University of Texas School of Law
Professor Jordan Steiker – Spring 2012
 
Capital Punishment Outline
Topic 1: The Big Picture
·         Adopted by the 13 colonies, mirroring the former English rule.  At the time the Constitution is adopted, the death penalty is just a normal part of the justice system.
o   Our Constitutions has phrases in it that assume that the death penalty is constitutional.  The Due Process Clause lends to the argument that life may be taken if due process is provided. 
§  Our founders were quite influenced by an essay written by Cesare Beccaria that was anti-death penalty. 
§  In the 1790s, degrees of murder were adopted by Pennsylvania, making it possible for some murderers not to be executed.  This was the first state to do so.  Pennsylvania was also the first to establish prisons.  Ideology began moving away from corporeal bodily punishments to penitentiaries, focused on penitence. 
·         In the 19th Century, many states abolished the death penalty.  Michigan was one of the first.
o   Movement away from the death penalty being mandatory.  Juries now have the discretion.  By the 20th Century, virtually every American jurisdiction makes the death penalty non-mandatory.
o   Executions are moved from being local events to state events, so that they are conducted in usually only one prison in the state.  More humane.  Louisiana was one of the latest jurisdictions to centralize executions. 
o   Effort to humanize execution methods.  Chief method for most of our history was hanging.  There were many botched hangings, so that electrocution was believed to be better.  Less visible disruption to the body, began in the 1890s.  SC said there was nothing unconstitutional about electrocution in the 1890s.   
·         Early 20th Century, many states began abolishing the death penalty. 
o   Major argument for retaining the death penalty was that without it, people would get lynched.  Lynching was an enormous practice up until the 1920s.  More than 1,500 lynchings nationwide in the 1890s. 
§  Death penalty was reinstated in many states because of the mass lynchings. 
·         Death penalty stabilizes after WWI.  Death penalty becomes as robust as ever in the 1930s.  Gradual decline in the 1940s.  De facto moratorium on executions by the 1960s.  In 1968, the number of executions was 0.  10 years go by without executions.
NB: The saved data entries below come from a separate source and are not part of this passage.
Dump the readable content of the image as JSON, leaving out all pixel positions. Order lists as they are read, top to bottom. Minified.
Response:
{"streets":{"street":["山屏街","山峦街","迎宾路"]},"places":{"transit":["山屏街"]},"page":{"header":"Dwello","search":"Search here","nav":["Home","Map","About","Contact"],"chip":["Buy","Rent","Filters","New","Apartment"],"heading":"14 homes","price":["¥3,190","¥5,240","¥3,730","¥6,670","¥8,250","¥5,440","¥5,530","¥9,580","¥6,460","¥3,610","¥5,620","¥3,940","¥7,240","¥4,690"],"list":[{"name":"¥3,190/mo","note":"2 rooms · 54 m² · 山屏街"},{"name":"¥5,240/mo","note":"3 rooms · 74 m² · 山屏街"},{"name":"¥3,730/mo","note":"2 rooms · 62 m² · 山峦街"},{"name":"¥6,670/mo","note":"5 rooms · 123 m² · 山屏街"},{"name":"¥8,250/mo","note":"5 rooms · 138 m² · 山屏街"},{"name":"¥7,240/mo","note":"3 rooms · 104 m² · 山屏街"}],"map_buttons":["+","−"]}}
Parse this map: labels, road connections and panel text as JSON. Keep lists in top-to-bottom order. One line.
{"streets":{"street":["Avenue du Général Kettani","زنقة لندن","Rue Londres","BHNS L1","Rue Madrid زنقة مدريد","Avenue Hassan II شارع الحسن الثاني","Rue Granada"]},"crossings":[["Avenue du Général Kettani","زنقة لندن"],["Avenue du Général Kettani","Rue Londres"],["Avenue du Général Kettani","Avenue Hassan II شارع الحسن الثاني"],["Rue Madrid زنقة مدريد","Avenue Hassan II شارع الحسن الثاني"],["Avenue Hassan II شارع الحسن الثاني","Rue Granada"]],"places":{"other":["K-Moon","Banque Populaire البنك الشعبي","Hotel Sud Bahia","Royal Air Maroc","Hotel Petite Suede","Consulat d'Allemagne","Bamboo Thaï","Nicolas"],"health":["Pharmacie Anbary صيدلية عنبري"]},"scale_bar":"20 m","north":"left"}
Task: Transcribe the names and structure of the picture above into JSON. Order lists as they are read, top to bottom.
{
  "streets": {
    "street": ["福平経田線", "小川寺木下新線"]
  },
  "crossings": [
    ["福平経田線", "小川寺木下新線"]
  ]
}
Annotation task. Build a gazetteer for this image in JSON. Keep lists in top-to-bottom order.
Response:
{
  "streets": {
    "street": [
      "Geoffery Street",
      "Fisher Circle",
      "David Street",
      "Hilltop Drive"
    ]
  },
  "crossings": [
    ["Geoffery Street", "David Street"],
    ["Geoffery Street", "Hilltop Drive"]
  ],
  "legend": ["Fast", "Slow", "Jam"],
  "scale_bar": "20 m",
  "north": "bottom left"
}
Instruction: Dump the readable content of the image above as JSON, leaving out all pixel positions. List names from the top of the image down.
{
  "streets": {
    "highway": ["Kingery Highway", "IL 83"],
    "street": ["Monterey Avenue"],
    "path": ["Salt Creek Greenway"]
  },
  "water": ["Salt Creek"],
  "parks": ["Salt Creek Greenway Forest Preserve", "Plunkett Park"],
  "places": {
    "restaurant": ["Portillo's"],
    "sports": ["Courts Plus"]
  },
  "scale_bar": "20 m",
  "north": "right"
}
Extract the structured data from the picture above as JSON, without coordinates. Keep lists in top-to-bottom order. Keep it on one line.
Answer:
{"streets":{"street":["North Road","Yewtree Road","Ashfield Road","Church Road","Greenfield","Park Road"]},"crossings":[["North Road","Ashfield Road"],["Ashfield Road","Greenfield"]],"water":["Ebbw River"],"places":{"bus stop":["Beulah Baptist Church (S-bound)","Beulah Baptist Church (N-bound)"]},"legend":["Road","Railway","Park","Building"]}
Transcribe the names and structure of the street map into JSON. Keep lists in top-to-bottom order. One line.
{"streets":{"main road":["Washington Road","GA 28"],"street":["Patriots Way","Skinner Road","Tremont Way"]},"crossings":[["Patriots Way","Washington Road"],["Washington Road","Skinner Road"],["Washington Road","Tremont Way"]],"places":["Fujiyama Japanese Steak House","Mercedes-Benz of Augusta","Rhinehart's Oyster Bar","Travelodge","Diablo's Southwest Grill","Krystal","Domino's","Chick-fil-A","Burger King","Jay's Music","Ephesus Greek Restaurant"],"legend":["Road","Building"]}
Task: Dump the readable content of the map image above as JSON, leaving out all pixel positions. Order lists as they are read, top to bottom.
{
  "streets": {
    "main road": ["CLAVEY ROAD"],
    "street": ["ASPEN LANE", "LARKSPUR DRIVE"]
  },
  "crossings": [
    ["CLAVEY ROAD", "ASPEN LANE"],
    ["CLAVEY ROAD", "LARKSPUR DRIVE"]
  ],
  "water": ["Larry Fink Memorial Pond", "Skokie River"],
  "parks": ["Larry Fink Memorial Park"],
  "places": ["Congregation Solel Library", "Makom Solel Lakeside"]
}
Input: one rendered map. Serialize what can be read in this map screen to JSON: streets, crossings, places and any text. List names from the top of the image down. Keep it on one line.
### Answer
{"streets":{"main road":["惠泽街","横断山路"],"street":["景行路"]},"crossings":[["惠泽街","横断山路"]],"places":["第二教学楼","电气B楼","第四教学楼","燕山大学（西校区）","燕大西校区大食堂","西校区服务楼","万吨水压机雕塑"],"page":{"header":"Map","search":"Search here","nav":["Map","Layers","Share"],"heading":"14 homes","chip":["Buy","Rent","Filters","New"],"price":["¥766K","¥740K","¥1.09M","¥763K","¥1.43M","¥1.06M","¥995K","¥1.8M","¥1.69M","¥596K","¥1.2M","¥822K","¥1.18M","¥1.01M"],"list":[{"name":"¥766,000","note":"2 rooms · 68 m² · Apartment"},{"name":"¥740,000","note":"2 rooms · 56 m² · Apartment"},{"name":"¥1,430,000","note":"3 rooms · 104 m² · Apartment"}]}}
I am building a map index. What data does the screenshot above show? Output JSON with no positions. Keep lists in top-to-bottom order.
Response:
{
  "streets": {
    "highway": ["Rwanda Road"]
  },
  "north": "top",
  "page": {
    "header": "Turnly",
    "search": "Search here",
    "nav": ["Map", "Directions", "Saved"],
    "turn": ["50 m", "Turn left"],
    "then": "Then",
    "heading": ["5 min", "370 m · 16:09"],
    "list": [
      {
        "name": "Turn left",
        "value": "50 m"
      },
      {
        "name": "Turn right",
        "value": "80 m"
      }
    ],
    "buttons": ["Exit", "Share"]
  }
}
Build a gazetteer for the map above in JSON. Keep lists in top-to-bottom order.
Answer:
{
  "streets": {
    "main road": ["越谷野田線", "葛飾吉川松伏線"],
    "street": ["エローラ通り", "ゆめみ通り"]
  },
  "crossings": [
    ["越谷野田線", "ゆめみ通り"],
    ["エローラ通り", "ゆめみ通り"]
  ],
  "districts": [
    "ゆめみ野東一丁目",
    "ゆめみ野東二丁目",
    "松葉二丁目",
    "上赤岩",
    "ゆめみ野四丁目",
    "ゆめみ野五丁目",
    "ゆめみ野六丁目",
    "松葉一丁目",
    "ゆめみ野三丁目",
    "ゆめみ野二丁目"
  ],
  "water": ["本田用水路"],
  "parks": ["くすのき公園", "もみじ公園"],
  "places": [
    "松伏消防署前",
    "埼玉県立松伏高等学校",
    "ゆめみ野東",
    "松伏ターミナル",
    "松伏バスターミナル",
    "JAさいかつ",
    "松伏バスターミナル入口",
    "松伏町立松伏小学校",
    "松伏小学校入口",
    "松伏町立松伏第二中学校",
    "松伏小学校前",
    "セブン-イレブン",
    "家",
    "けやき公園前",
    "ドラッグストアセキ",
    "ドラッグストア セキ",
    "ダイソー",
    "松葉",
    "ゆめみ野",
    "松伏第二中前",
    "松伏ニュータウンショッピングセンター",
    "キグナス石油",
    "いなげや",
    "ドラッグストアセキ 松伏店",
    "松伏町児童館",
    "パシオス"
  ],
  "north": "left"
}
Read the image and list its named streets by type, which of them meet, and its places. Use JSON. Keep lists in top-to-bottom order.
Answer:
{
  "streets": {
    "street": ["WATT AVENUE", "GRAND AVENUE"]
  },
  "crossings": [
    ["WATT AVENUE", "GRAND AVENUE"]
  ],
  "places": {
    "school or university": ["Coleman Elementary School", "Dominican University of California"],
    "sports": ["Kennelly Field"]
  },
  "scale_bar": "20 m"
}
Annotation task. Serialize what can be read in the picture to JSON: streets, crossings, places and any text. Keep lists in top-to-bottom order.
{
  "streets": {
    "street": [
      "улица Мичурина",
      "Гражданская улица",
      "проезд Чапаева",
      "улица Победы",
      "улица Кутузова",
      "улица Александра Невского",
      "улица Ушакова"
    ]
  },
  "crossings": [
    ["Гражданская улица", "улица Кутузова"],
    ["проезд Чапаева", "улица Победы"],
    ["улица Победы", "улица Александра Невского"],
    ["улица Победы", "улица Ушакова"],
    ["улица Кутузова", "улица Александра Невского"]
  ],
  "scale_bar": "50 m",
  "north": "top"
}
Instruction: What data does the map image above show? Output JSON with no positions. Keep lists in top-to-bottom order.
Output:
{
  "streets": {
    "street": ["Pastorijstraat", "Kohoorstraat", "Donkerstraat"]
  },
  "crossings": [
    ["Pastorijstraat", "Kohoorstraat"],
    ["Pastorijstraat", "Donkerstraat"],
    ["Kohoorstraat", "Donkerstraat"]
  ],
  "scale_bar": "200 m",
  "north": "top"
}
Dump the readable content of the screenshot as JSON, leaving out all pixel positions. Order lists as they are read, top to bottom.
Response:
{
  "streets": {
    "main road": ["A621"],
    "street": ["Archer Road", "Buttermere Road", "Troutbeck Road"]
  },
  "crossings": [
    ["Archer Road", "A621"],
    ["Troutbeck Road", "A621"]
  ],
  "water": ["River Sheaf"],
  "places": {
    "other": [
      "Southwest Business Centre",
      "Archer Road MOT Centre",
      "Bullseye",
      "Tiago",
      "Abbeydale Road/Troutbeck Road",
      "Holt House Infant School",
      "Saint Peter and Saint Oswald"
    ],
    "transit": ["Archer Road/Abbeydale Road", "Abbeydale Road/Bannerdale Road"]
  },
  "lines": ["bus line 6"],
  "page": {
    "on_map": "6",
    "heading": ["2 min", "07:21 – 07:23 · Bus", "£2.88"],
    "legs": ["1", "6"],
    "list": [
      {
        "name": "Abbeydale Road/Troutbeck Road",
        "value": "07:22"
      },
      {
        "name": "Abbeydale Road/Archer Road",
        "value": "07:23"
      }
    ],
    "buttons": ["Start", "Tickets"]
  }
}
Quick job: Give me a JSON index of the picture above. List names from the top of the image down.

Big factor in that is the constitutional regulation of the death penalty.   
o   Modern day peak for executions was 1998-2000.  Since then, there has been a steady decline.  More dramatic and more significant, there has been a decline in the number of people sentenced to death.  67% drop from 1996 to 2010.  Less than 80 people were sentenced to death in 2011. 
·         Prosecutors are seeking the death penalty far less than before.  Why the huge decline in sentencing?
o   Crimes rates haven’t gone down, but the population has gone up.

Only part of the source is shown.